GIVEN DATA section start

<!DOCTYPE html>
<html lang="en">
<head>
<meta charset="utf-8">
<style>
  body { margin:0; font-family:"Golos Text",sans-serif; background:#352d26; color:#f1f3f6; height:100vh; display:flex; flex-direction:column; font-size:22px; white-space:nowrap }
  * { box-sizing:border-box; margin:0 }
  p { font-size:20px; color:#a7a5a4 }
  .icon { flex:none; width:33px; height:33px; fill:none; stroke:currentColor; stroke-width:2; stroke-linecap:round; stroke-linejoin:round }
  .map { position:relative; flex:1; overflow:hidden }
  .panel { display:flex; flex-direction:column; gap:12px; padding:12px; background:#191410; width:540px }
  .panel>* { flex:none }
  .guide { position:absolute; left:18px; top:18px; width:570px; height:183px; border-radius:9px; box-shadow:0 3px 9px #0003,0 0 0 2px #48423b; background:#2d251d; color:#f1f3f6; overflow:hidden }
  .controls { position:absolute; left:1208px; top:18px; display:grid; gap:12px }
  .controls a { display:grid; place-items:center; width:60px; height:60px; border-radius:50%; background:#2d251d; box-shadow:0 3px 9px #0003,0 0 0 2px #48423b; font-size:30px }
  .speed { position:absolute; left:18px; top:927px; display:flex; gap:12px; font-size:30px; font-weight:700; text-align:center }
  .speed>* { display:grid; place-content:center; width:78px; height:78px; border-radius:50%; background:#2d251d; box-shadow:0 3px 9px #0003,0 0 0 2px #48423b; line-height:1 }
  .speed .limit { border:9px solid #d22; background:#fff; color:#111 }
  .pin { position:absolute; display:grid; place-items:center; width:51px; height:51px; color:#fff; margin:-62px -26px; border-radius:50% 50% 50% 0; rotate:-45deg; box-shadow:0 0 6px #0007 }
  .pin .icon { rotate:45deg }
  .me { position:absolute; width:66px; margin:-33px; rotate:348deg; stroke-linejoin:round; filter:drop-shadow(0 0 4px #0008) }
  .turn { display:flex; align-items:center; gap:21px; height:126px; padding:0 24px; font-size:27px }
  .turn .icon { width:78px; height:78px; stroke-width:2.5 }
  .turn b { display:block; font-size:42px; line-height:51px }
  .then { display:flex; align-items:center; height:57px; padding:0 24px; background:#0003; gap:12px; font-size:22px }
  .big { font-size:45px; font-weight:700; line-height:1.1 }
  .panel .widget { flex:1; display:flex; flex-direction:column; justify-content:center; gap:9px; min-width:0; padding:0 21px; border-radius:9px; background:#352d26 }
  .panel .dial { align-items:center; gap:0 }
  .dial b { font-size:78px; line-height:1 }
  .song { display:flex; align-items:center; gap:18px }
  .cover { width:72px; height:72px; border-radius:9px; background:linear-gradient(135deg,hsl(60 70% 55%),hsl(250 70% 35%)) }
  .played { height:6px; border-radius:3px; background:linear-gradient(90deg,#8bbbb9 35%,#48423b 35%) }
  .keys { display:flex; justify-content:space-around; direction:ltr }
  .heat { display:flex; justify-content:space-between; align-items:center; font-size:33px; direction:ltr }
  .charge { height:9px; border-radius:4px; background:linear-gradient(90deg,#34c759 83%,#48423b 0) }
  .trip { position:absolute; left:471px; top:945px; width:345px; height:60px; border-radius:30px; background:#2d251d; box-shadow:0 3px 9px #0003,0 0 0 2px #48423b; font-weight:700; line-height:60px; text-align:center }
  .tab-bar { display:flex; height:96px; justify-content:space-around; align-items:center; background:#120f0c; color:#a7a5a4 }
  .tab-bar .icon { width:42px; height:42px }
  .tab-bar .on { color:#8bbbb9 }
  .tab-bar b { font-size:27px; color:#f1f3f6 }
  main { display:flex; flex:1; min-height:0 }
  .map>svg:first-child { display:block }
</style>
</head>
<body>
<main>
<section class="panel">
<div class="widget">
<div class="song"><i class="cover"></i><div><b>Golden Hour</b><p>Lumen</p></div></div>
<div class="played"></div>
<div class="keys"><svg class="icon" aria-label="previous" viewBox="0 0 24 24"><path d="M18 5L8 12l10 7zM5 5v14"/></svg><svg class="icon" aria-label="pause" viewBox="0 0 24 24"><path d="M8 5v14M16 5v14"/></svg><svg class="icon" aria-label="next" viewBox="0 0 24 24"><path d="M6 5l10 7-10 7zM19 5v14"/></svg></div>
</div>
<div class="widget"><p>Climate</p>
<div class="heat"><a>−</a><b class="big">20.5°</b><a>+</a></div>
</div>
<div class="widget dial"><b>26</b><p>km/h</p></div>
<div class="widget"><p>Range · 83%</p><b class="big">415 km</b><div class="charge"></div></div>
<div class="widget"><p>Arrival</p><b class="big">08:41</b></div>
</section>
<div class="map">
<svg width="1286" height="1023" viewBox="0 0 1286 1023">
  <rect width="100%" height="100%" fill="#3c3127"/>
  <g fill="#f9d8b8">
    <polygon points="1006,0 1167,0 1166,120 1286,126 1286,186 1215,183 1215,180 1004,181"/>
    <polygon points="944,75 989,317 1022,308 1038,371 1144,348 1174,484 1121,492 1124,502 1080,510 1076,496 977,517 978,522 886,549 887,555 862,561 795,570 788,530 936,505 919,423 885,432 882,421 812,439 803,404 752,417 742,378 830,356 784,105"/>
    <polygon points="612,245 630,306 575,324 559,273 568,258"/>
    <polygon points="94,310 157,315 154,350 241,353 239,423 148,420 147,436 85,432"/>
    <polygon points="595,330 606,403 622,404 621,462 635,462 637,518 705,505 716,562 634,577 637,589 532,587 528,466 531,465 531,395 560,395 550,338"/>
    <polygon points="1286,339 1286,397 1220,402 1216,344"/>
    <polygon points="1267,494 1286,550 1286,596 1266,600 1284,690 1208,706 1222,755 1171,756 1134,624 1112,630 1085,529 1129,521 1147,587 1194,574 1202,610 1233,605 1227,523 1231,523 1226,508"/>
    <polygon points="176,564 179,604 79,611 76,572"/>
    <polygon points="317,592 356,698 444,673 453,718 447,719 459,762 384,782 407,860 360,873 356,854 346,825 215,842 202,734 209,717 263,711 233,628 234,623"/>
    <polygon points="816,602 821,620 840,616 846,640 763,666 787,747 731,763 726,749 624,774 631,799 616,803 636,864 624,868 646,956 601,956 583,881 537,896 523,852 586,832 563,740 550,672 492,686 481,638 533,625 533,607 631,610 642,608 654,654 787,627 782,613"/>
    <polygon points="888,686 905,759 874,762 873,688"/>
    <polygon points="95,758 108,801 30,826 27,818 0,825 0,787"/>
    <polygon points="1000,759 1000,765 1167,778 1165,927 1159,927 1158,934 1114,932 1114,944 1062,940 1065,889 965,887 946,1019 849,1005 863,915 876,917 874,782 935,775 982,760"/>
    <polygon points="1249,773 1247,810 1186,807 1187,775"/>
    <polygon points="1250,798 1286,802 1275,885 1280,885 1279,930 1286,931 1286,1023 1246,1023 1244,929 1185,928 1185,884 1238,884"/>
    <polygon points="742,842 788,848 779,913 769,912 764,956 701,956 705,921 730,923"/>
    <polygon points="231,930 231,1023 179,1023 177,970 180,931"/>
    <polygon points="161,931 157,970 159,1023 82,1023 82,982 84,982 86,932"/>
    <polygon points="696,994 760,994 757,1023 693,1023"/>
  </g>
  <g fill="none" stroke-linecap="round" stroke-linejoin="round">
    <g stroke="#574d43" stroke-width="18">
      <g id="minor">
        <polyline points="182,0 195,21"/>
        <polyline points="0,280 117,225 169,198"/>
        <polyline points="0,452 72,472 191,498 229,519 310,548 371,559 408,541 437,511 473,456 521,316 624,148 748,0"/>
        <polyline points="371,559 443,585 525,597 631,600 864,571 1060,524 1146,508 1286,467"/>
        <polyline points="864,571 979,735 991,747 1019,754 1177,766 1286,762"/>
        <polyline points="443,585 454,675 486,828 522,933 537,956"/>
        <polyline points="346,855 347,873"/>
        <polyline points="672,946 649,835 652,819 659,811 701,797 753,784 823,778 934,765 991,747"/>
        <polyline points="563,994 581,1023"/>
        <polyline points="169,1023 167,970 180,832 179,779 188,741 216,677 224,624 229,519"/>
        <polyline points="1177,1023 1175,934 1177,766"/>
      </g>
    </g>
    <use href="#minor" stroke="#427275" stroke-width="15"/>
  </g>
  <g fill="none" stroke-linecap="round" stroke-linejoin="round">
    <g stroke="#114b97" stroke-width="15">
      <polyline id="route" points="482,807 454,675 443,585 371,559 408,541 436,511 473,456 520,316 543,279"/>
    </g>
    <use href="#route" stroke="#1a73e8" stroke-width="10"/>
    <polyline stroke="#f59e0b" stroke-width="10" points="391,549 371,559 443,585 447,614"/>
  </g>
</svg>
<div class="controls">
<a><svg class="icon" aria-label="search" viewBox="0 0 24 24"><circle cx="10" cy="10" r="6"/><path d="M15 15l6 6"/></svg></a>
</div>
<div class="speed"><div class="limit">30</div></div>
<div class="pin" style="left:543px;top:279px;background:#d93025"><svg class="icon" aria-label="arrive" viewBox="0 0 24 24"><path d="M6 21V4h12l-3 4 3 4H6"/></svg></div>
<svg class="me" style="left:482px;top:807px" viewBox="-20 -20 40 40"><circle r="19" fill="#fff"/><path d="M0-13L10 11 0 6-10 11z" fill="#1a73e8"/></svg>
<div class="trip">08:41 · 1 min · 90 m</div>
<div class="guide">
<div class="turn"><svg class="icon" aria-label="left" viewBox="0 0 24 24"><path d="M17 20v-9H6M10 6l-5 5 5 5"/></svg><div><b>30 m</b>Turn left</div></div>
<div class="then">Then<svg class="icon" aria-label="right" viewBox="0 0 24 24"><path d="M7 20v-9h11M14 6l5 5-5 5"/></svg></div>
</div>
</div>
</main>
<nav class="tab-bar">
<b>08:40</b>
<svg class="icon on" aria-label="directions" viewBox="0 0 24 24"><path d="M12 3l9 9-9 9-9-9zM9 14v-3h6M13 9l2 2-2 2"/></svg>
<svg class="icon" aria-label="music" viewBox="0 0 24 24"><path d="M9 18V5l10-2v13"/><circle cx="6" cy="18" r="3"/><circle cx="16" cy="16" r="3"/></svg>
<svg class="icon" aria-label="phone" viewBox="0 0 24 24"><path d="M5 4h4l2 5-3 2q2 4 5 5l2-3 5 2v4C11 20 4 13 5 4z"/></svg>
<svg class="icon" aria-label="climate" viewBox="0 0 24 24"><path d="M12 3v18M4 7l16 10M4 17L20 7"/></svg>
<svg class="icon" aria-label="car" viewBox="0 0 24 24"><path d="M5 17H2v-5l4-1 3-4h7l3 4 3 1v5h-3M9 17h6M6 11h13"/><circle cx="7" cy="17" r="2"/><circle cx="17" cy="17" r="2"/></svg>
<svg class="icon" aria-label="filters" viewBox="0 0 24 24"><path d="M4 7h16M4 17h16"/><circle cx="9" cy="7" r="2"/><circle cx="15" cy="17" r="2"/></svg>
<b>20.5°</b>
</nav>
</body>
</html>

GIVEN DATA section end

- [PROBLEM TO SOLVE]
Scan the listing above for the line that has "font-size:45px; font-weight:700; line-height:1.1", then copy exactly from that line through the line that has "display:flex; justify-content:space-between; align-items:center;".

- [RESULT FOR THIS TASK]
  .big { font-size:45px; font-weight:700; line-height:1.1 }
  .panel .widget { flex:1; display:flex; flex-direction:column; justify-content:center; gap:9px; min-width:0; padding:0 21px; border-radius:9px; background:#352d26 }
  .panel .dial { align-items:center; gap:0 }
  .dial b { font-size:78px; line-height:1 }
  .song { display:flex; align-items:center; gap:18px }
  .cover { width:72px; height:72px; border-radius:9px; background:linear-gradient(135deg,hsl(60 70% 55%),hsl(250 70% 35%)) }
  .played { height:6px; border-radius:3px; background:linear-gradient(90deg,#8bbbb9 35%,#48423b 35%) }
  .keys { display:flex; justify-content:space-around; direction:ltr }
  .heat { display:flex; justify-content:space-between; align-items:center; font-size:33px; direction:ltr }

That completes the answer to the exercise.